■ WHAT IS REQUIRED
Reproduce the records that follow without alteration, apart from removing the pictures.

Records from a data source:
_ _ _ _

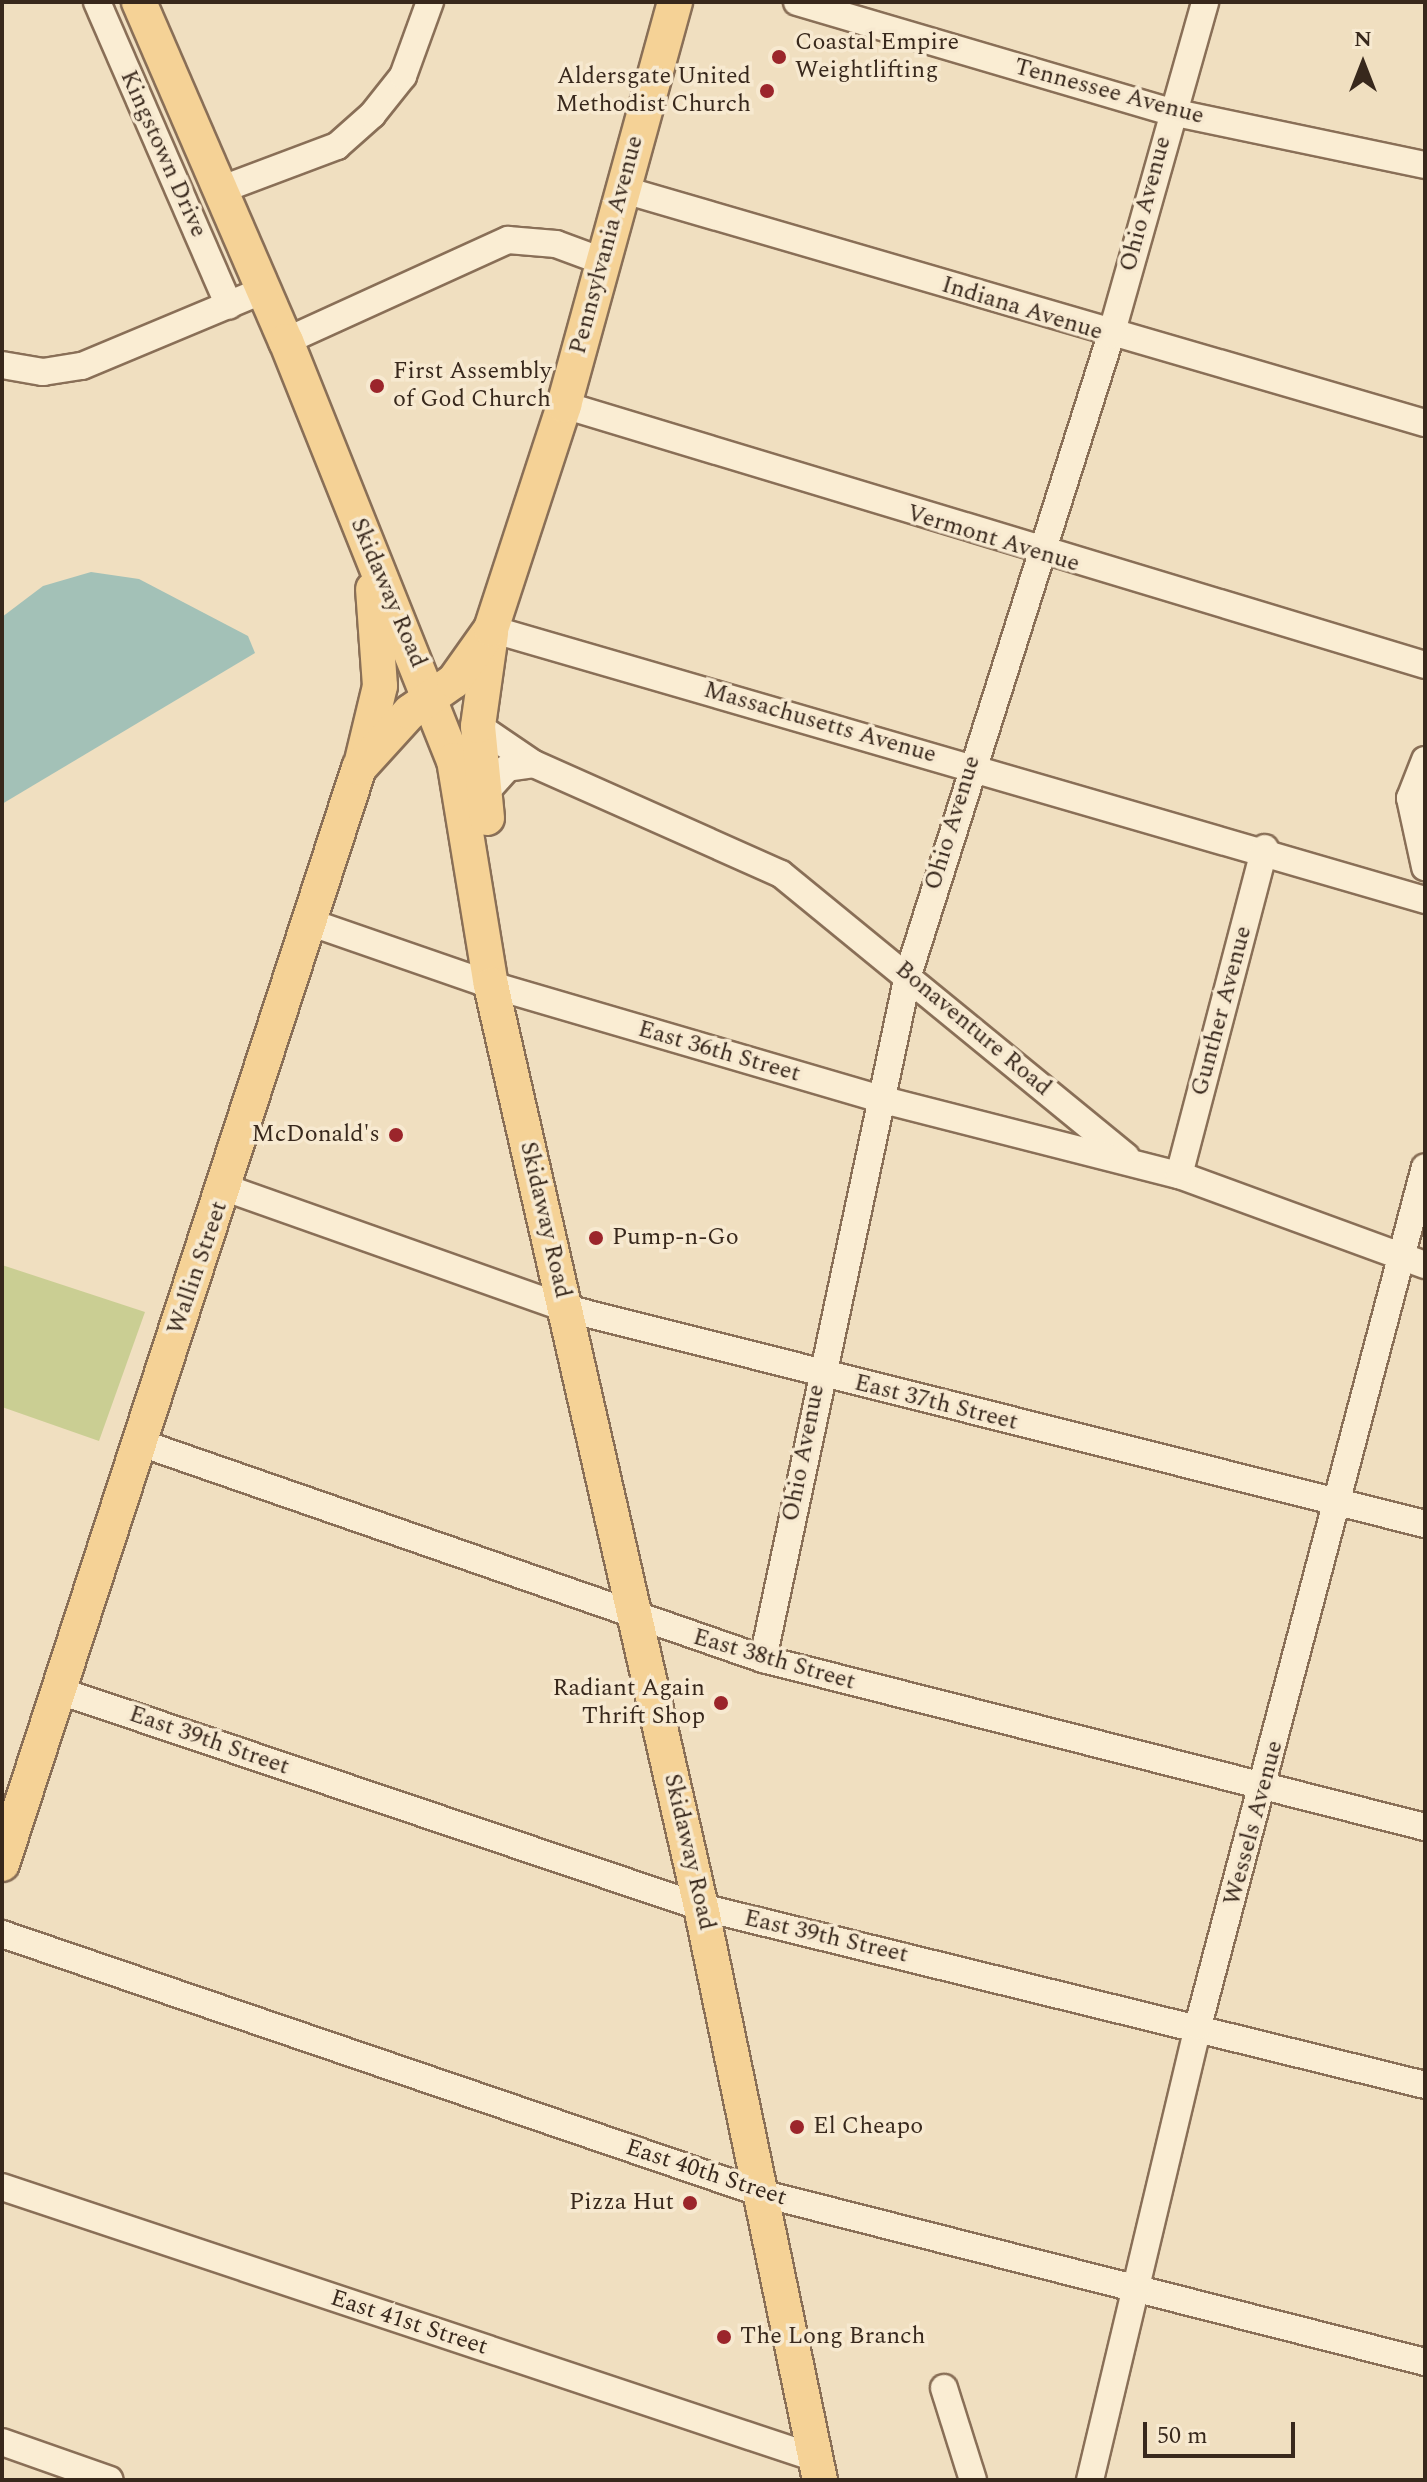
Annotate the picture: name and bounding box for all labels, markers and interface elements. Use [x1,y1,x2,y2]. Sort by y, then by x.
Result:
text: N [1354,23,1372,56]
north arrow [1323,24,1403,104]
place label: Coastal Empire Weightlifting [795,29,959,85]
marker: Coastal Empire Weightlifting [770,48,788,66]
street label: Tennessee Avenue [1011,53,1207,131]
place label: Aldersgate United Methodist Church [555,63,751,119]
street label: Kingstown Drive [113,66,213,242]
marker: Aldersgate United Methodist Church [758,82,776,100]
street label: Pennsylvania Avenue [564,133,650,357]
street label: Ohio Avenue [1114,133,1178,275]
street label: Indiana Avenue [938,271,1106,347]
place label: First Assembly of God Church [393,358,551,414]
marker: First Assembly of God Church [368,377,386,395]
street label: Vermont Avenue [903,499,1083,579]
street label: Skidaway Road [344,514,432,672]
street label: Massachusetts Avenue [700,676,940,770]
street label: Ohio Avenue [919,752,987,894]
street label: Gunther Avenue [1185,923,1259,1099]
street label: Bonaventure Road [889,955,1057,1103]
street label: East 36th Street [635,1015,803,1089]
place label: McDonald's [252,1121,380,1149]
marker: McDonald's [387,1126,405,1144]
street label: Skidaway Road [513,1139,577,1301]
street label: Wallin Street [162,1197,234,1339]
place label: Pump-n-Go [612,1224,739,1252]
marker: Pump-n-Go [587,1229,605,1247]
street label: East 37th Street [851,1369,1021,1437]
street label: Ohio Avenue [777,1382,831,1524]
street label: East 38th Street [690,1623,858,1697]
place label: Radiant Again Thrift Shop [552,1675,705,1731]
marker: Radiant Again Thrift Shop [712,1694,730,1712]
street label: East 39th Street [125,1700,293,1782]
street label: Wessels Avenue [1218,1737,1290,1909]
street label: Skidaway Road [657,1771,721,1933]
street label: East 39th Street [741,1904,911,1970]
place label: El Cheapo [813,2113,923,2141]
marker: El Cheapo [788,2118,806,2136]
street label: East 40th Street [622,2133,790,2213]
place label: Pizza Hut [569,2189,674,2217]
marker: Pizza Hut [681,2194,699,2212]
street label: East 41st Street [327,2284,491,2362]
place label: The Long Branch [740,2323,926,2351]
marker: The Long Branch [715,2328,733,2346]
scale bar [1147,2406,1299,2456]
text: 50 m [1157,2418,1208,2454]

_ _ _ _

■ TASK ANSWER
Annotate the picture: name and bounding box for all labels, markers and interface elements. Use [x1,y1,x2,y2]. Sort by y, then by x.
Result:
text: N [1354,23,1372,56]
north arrow [1323,24,1403,104]
place label: Coastal Empire Weightlifting [795,29,959,85]
marker: Coastal Empire Weightlifting [770,48,788,66]
street label: Tennessee Avenue [1011,53,1207,131]
place label: Aldersgate United Methodist Church [555,63,751,119]
street label: Kingstown Drive [113,66,213,242]
marker: Aldersgate United Methodist Church [758,82,776,100]
street label: Pennsylvania Avenue [564,133,650,357]
street label: Ohio Avenue [1114,133,1178,275]
street label: Indiana Avenue [938,271,1106,347]
place label: First Assembly of God Church [393,358,551,414]
marker: First Assembly of God Church [368,377,386,395]
street label: Vermont Avenue [903,499,1083,579]
street label: Skidaway Road [344,514,432,672]
street label: Massachusetts Avenue [700,676,940,770]
street label: Ohio Avenue [919,752,987,894]
street label: Gunther Avenue [1185,923,1259,1099]
street label: Bonaventure Road [889,955,1057,1103]
street label: East 36th Street [635,1015,803,1089]
place label: McDonald's [252,1121,380,1149]
marker: McDonald's [387,1126,405,1144]
street label: Skidaway Road [513,1139,577,1301]
street label: Wallin Street [162,1197,234,1339]
place label: Pump-n-Go [612,1224,739,1252]
marker: Pump-n-Go [587,1229,605,1247]
street label: East 37th Street [851,1369,1021,1437]
street label: Ohio Avenue [777,1382,831,1524]
street label: East 38th Street [690,1623,858,1697]
place label: Radiant Again Thrift Shop [552,1675,705,1731]
marker: Radiant Again Thrift Shop [712,1694,730,1712]
street label: East 39th Street [125,1700,293,1782]
street label: Wessels Avenue [1218,1737,1290,1909]
street label: Skidaway Road [657,1771,721,1933]
street label: East 39th Street [741,1904,911,1970]
place label: El Cheapo [813,2113,923,2141]
marker: El Cheapo [788,2118,806,2136]
street label: East 40th Street [622,2133,790,2213]
place label: Pizza Hut [569,2189,674,2217]
marker: Pizza Hut [681,2194,699,2212]
street label: East 41st Street [327,2284,491,2362]
place label: The Long Branch [740,2323,926,2351]
marker: The Long Branch [715,2328,733,2346]
scale bar [1147,2406,1299,2456]
text: 50 m [1157,2418,1208,2454]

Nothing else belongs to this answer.